Security researchers are warning that the number of e-commerce stores infected with credit card stealing malware has risen 69% over the past year, with many site owners failing to take action.
Dutch researcher Willem de Groot found 3501 online retail sites last year were infected with malicious JavaScript, allowing cybercriminals to siphon off card details to sell on the dark web.
However, the figure has now jumped to 5929, with hundreds of the stores having failed to spot or take action since November 2015.
Victim organizations vary from car makers (Audi ZA) to government (NRSC, Malaysia) to fashion (Converse) and even NGOs (Science Museum).
The malware in question apparently uses multi-layer obfuscation to stay hidden, and scans for popular payment plugins like PayPal and URLs featuring the word “checkout.”
De Groot has actually found three distinct malware families and nine separate variants, indicating that multiple groups are involved. He traced some of the campaigns back to Russia.
The black hats are taking advantage of the fact many e-commerce site owners fail to keep software up-to-date, leaving vulnerabilities that hackers are only too ready to exploit.
The researcher has submitted his findings to Google’s Safe Browsing team but thus far only a small percentage of the detected malware is being blocked.
John Bambenek, threat intelligence manager at Fidelis Cybersecurity, claimed that every day millions of scans are performed on sites looking for routine vulnerabilities that can be exploited to insert malicious code.
“To combat this new type of card fraud known as ‘online skimming,’ commerce sites need to remain vigilant,” he added.

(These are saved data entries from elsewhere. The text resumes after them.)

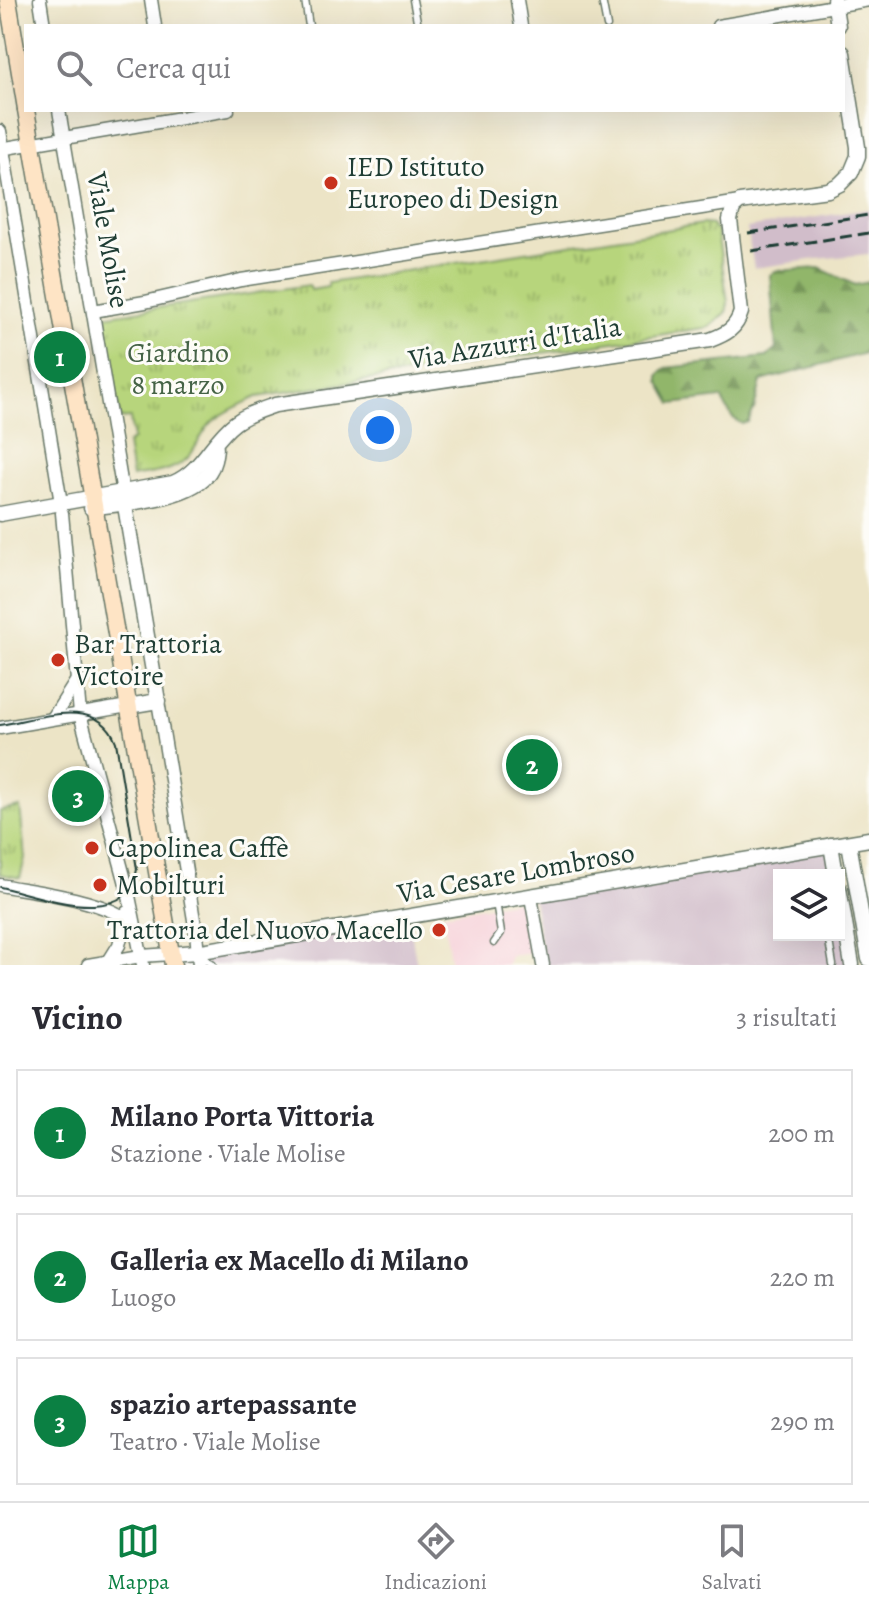 <!DOCTYPE html>
<html lang="it">
<meta charset="utf-8">
<style>
body{margin:0;font-family:Alegreya,serif;background:#f7f7f7;color:#2b2b33}
.controls{position:absolute;right:24px;bottom:24px;display:grid;overflow:hidden;border-radius:0px;box-shadow:0 8px 32px #0002}
.controls button{width:72px;height:72px;display:grid;place-items:center;padding:0;border:0;border-bottom:2px solid #e1e1e2;background:#fff;color:#2b2b33;font:40px sans-serif}
.you{position:absolute;left:380px;top:430px;width:28px;height:28px;margin:-20px;border:6px solid #fff;border-radius:50%;background:#1a73e8;box-shadow:0 0 0 12px #1a73e833}
.badge{display:grid;place-items:center;width:52px;height:52px;border-radius:50%;background:#0b8043;color:#fff;font-size:26px;font-weight:700}
.pin{position:absolute;translate:-50% -50%;border:4px solid #fff;box-shadow:0 2px 8px #0006}
.list{margin:0;padding:0;list-style:none}
h2{display:flex;justify-content:space-between;align-items:center;height:104px;margin:0;padding:0 32px;font-size:34px}
h2 small{font-size:26px;font-weight:400;color:#7c7c81}
.list li{display:grid;grid-template-columns:52px 1fr auto;gap:24px;align-items:center;box-sizing:border-box;height:128px;margin:0 16px 16px;padding:0 16px;border:2px solid #e1e1e2;border-radius:0px}
.list b{display:block;font-size:30px;white-space:nowrap}
.list p{margin:0;font-size:26px;white-space:nowrap;color:#7c7c81}
.list em{font-size:26px;font-style:normal;color:#7c7c81}
.icon{flex:none;width:44px;height:44px;fill:none;stroke:currentColor;stroke-width:2;stroke-linecap:round;stroke-linejoin:round}
.map{position:relative;flex:none;width:869px;height:965px;overflow:hidden}
.search{position:absolute;background:#fff;box-shadow:0 8px 32px #0002;left:24px;right:24px;top:24px;height:88px;display:flex;align-items:center;gap:20px;box-sizing:border-box;padding:0 28px;border-radius:0px;color:#7c7c81;font-size:30px}
.sheet{height:536px;background:#fff}
nav{display:flex;justify-content:space-around;align-items:center;box-sizing:border-box;height:112px;border-top:2px solid #e1e1e2;background:#fff;font-size:22px;color:#7c7c81}
nav a{display:grid;justify-items:center;gap:4px}
nav .on{color:#0b8043}
.map>svg:first-child{display:block}
.built{fill:#f6cfd8}
.industrial{fill:#d1bdca}
.grass{fill:url(#grass-tufts);stroke:#6b8958;stroke-width:2}
.forest{fill:url(#forest-firs);stroke:#587a50;stroke-width:2}
.lines{fill:none;stroke-linecap:round;stroke-linejoin:round}
.service-casing{stroke:#677767;stroke-width:9}
.minor-casing{stroke:#677767;stroke-width:15}
.tertiary-casing{stroke:#677767;stroke-width:17}
.secondary-casing{stroke:#677767;stroke-width:19}
.service{stroke:#fff;stroke-width:6}
.minor{stroke:#fff;stroke-width:12}
.tertiary{stroke:#fff;stroke-width:14}
.secondary{stroke:#fee4c5;stroke-width:16}
.tram{stroke:#1f3d34;stroke-width:2}
.rail{stroke:#1f3d34;stroke-width:3;stroke-dasharray:12 6;stroke-linecap:butt}
.poi-dot{fill:#c8321e;stroke:#fdfcf7;stroke-width:3}
.labels{text-anchor:middle;dominant-baseline:central;stroke-width:6;stroke-linejoin:round;paint-order:stroke}
.poi-label{font-size:28px;fill:#1f3d34;stroke:#fdfcf7;text-anchor:start}
.street-label{font-size:28px;fill:#1f3d34;stroke:#fdfcf7}
.park-label{font-size:28px;fill:#456346;stroke:#fdfcf7}
</style>
<div class="map">
<svg width="869" height="965" viewBox="0 0 869 965">
<defs>
<pattern id="grass-tufts" width="24" height="20" patternUnits="userSpaceOnUse" patternTransform="scale(2)"><rect width="24" height="20" fill="#b7d57b"/><path d="M3 7l-1-3M5 7V3M7 7l1-3M15 17l-1-3M17 17v-4M19 17l1-3" fill="none" stroke="#94ae66"/></pattern>
<pattern id="forest-firs" width="22" height="20" patternUnits="userSpaceOnUse" patternTransform="scale(2)"><rect width="22" height="20" fill="#91b66b"/><path d="M5 1l3.5 6h-7zM16 11l3.5 6h-7z" fill="#769559"/></pattern>
</defs>
<rect width="100%" height="100%" fill="#fdfcf7"/>
<filter id="ink" filterUnits="userSpaceOnUse"><feTurbulence type="fractalNoise" baseFrequency=".0125" numOctaves="2"/><feDisplacementMap in="SourceGraphic" scale="16" xChannelSelector="R" yChannelSelector="G"/><feConvolveMatrix kernelMatrix="1 2 1 2 8 2 1 2 1" color-interpolation-filters="sRGB"/></filter>
<filter id="wash" filterUnits="userSpaceOnUse"><feTurbulence type="fractalNoise" baseFrequency=".006" numOctaves="4" result="noise"/><feDisplacementMap in="SourceGraphic" scale="32" xChannelSelector="R" yChannelSelector="G"/><feGaussianBlur stdDeviation="1.8" result="paint"/><feColorMatrix in="noise" values="0 0 0 0 0 0 0 0 0 0 0 0 0 0 0 0 0 1.4 0 .05"/><feComposite in="paint" operator="in"/></filter>
<g filter="url(#wash)">
<rect width="100%" height="100%" fill="#ece4c6"/>
<path class="built" d="M530 899 538 951 511 955 506 965H451L443 914Z"/>
<g class="industrial">
<path d="M869 209V254L817 259 754 268 747 228Z"/>
<path d="M830 846 836 875H779V935H839V893L851 965H544L533 898Z"/>
<path d="M409 920 417 965H176L175 957Z"/>
</g>
<g class="grass">
<path d="M703 224 712 225 717 232 728 303 726 313 710 327 257 397C242 404 225 411 212 422 203 431 198 444 191 454 178 472 152 473 132 477L127 444 133 439 130 418 120 419 103 316 309 285 311 290 328 287V283Z"/>
<path d="M20 807 25 858 20 878 0 874V811Z"/>
</g>
<path class="forest" d="M819 268 855 285 869 282V352L761 381 754 409 748 422 742 424 732 417 721 398 672 404 659 381V375L666 368 767 357 776 349 770 275 776 271Z"/>
</g>
<g filter="url(#ink)">
<g class="lines">
<defs>
<g id="service">
<path d="M305 0 309 26"/>
<path d="M413 0 418 26"/>
<path d="M602 0 607 26"/>
<path d="M828 935 833 965"/>
<path d="M494 943 501 933 496 902"/>
<path d="M199 955 213 965"/>
</g>
<g id="minor">
<path d="M40 0 44 26"/>
<path d="M151 0 155 26"/>
<path d="M517 0 521 26"/>
<path d="M718 26 869 0"/>
<path d="M59 110 123 493"/>
<path d="M0 131 61 503"/>
<path d="M0 149 228 110"/>
<path d="M93 311 145 302 241 280 740 202"/>
<path d="M62 513 80 714 128 891 143 965"/>
<path d="M158 701 196 932 199 965"/>
<path d="M53 718 77 680"/>
<path d="M0 728 128 706"/>
<path d="M0 885C35 892 114 900 136 928"/>
<path d="M531 897 543 965"/>
<path d="M109 961 119 945 127 912"/>
<path d="M88 965 141 956 171 954"/>
</g>
<g id="tertiary">
<path d="M834 0 838 26"/>
<path d="M123 494 158 701 128 706"/>
<path d="M91 508C122 503 191 500 209 472 214 465 215 456 216 448"/>
<path d="M0 514 173 483C203 470 211 441 235 423 247 414 261 410 275 405L710 340C726 334 736 329 741 312L730 220 733 208 740 202 828 190 840 184 851 173 858 156V147L843 53"/>
<path d="M849 843 869 959"/>
<path d="M831 845 836 875"/>
<path d="M839 888 852 965"/>
<path d="M171 954 196 952 869 839"/>
</g>
<g id="secondary">
<path d="M8 0 26 109"/>
<path d="M26 110 173 965"/>
</g>
</defs>
<use href="#service" class="service-casing"/>
<use href="#minor" class="minor-casing"/>
<use href="#tertiary" class="tertiary-casing"/>
<use href="#secondary" class="secondary-casing"/>
<use href="#service" class="service"/>
<use href="#minor" class="minor"/>
<use href="#tertiary" class="tertiary"/>
<use href="#secondary" class="secondary"/>
<path class="tram" d="M0 725C36 719 99 695 116 742L137 869C130 932 38 895 0 887"/>
<g class="rail">
<path d="M748 233 869 215"/>
<path d="M751 251 869 233"/>
</g>
</g>
</g>
<g class="poi-dot">
<circle cx="331" cy="183" r="8"/>
<circle cx="58" cy="660" r="8"/>
<circle cx="92" cy="848" r="8"/>
<circle cx="100" cy="885" r="8"/>
<circle cx="439" cy="930" r="8"/>
</g>
<g class="labels">
<g class="poi-label">
<text x="347" y="167">IED Istituto<tspan x="347" dy="32">Europeo di Design</tspan></text>
<text x="74" y="644">Bar Trattoria<tspan x="74" dy="32">Victoire</tspan></text>
<text x="108" y="848">Capolinea Caffè</text>
<text x="116" y="885">Mobilturi</text>
<text x="423" y="930" text-anchor="end">Trattoria del Nuovo Macello</text>
</g>
<g class="street-label">
<text transform="translate(108 240) rotate(80)">Viale Molise</text>
<text transform="translate(515 343) rotate(-9)">Via Azzurri d'Italia</text>
<text transform="translate(516 873) rotate(-10)">Via Cesare Lombroso</text>
</g>
<g class="park-label">
<text x="178" y="353">Giardino<tspan x="178" dy="32">8 marzo</tspan></text>
</g>
</g>
</svg>
<div class="controls">
<button><svg class="icon" aria-label="layers" viewBox="0 0 24 24"><path d="M12 4l9 5-9 5-9-5zM3 14l9 5 9-5"/></svg></button>
</div>
<div class="you"></div>
<div class="pin badge" style="left:60px;top:357px">1</div>
<div class="pin badge" style="left:532px;top:765px">2</div>
<div class="pin badge" style="left:78px;top:796px">3</div>
<div class="search"><svg class="icon" aria-label="search" viewBox="0 0 24 24"><circle cx="10" cy="10" r="6"/><path d="M15 15l6 6"/></svg>Cerca qui</div>
</div>
<section class="sheet">
<h2>Vicino<small>3 risultati</small></h2>
<ul class="list">
<li><span class="badge">1</span><div><b>Milano Porta Vittoria</b><p>Stazione · Viale Molise</p></div><em>200 m</em></li>
<li><span class="badge">2</span><div><b>Galleria ex Macello di Milano</b><p>Luogo</p></div><em>220 m</em></li>
<li><span class="badge">3</span><div><b>spazio artepassante</b><p>Teatro · Viale Molise</p></div><em>290 m</em></li>
</ul>
</section>
<nav>
<a class="on"><svg class="icon" aria-label="map" viewBox="0 0 24 24"><path d="M3 6l6-2 6 2 6-2v14l-6 2-6-2-6 2zM9 4v14M15 6v14"/></svg>Mappa</a>
<a><svg class="icon" aria-label="directions" viewBox="0 0 24 24"><path d="M12 3l9 9-9 9-9-9zM9 14v-3h6M13 9l2 2-2 2"/></svg>Indicazioni</a>
<a><svg class="icon" aria-label="saved" viewBox="0 0 24 24"><path d="M7 4h10v16l-5-4-5 4z"/></svg>Salvati</a>
</nav>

“They can do this by scanning their own websites for Open Web Application Security Project (OWASP) Top 10 vulnerabilities, maintaining a Web Application Firewall – such as mod_security, which is free – and applying patches immediately. These steps may cost retailers in time, but over 90% of exploitations would go away overnight if implemented.”
Ryan O’Leary, VP of WhiteHat Security’s Threat Research Centre, argued that around half of all retail sites have at least one serious security flaw present, which takes on average 205 days to fix.
“The existence of multiple serious vulnerabilities not only increases the total business risk that retail organizations assume, but also the risk that they pass along to users of their vulnerable websites,” he said.
“By prioritising the critical and high–risk security flaws for remediation, retailers stand a good chance of reducing the number of days that serious vulnerabilities remain open to attack."